Life seeded from Space? Rowan’s Connolly oversees research that seems to confirm theory
Life seeded from Space? Rowan’s Connolly oversees research that seems to confirm theory
Scientists have long surmised that the seeds of life on Earth may have originated in space.
New research overseen by a Rowan University professor may help support that theory.
Harold C. Connolly Jr., founding chair and professor of Geology in the School of Earth & Environment, oversees the sample analysis phase of the NASA OSIRIS-REx mission, which in 2023 delivered material from the asteroid Bennu to Earth. Research from that historic quest is producing monumental results, including articles published Jan. 29 in the journals Nature and Nature Astronomy.

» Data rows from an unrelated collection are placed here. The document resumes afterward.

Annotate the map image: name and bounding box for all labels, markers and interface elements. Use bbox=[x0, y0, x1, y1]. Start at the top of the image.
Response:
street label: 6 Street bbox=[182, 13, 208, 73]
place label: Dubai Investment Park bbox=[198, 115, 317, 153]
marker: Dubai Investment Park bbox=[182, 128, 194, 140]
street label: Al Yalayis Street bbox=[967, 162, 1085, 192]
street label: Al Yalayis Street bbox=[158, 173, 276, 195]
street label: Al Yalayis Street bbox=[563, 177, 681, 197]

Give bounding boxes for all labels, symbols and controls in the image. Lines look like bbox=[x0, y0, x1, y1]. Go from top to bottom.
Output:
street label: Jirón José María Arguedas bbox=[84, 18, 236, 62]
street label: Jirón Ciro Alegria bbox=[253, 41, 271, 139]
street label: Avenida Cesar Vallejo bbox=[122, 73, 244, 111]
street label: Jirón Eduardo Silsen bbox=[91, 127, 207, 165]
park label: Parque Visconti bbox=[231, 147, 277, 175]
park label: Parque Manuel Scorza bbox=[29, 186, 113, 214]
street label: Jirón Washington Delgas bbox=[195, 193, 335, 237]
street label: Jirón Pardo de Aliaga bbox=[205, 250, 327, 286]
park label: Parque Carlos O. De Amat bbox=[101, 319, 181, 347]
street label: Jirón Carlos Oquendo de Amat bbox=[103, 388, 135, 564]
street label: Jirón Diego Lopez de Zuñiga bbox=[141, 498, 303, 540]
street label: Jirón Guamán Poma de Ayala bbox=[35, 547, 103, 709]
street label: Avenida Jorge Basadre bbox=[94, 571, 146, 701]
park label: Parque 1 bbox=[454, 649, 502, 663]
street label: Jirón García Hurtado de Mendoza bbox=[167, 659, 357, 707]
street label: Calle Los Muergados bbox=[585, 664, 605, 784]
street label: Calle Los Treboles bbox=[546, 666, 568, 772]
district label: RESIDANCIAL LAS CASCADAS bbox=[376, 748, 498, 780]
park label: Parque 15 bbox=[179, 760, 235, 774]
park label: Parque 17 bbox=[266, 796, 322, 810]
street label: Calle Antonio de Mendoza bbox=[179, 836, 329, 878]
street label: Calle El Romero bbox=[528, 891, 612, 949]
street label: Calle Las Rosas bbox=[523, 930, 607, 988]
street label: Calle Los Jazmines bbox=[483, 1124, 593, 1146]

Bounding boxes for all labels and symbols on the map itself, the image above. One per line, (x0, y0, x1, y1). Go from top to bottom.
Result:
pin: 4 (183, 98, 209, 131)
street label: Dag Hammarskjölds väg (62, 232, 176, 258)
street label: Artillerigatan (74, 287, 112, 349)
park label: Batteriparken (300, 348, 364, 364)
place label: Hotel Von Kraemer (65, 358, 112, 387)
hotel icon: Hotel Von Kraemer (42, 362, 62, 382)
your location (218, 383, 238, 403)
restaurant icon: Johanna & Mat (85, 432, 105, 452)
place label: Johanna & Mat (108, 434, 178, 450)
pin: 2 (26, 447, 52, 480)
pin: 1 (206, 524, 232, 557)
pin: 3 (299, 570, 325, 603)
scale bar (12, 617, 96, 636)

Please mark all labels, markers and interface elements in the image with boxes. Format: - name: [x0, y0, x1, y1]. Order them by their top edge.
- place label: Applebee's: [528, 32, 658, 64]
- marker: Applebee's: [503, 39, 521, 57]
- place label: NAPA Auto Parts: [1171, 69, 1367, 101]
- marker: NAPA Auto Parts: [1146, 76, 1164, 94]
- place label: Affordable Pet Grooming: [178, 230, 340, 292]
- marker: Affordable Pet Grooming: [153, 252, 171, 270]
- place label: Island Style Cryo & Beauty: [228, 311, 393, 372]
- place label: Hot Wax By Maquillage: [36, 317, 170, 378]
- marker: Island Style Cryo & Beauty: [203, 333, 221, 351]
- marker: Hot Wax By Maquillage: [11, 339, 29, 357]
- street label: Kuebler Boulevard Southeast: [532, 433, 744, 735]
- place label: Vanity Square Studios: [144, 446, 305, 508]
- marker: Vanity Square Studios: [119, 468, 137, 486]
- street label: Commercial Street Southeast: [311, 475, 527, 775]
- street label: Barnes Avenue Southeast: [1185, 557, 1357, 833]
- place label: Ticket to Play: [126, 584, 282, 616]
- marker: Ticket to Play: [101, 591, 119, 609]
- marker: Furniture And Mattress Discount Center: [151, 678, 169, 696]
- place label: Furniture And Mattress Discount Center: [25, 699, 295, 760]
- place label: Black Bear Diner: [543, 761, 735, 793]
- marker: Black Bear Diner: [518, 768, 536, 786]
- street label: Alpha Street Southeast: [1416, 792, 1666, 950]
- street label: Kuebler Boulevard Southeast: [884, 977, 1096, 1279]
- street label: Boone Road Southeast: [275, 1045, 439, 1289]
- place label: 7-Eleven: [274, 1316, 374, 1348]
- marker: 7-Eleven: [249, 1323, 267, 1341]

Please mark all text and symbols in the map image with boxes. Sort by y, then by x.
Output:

Connolly said those and other studies indicate that the sample from Bennu, a carbonaceous asteroid with an orbit similar to Earth’s, holds clues to the origin of the solar system as well as to the source of water and organic molecules – the “building blocks of life” – on Earth.
“These are the first major papers from the analysis phase to be published in high-profile journals,” said Connolly, the OSIRIS-REx mission sample scientist. “One of the most important questions we ask is regarding the origin of life. We need to know how the compounds from which life evolved were formed and how they were delivered to Earth.”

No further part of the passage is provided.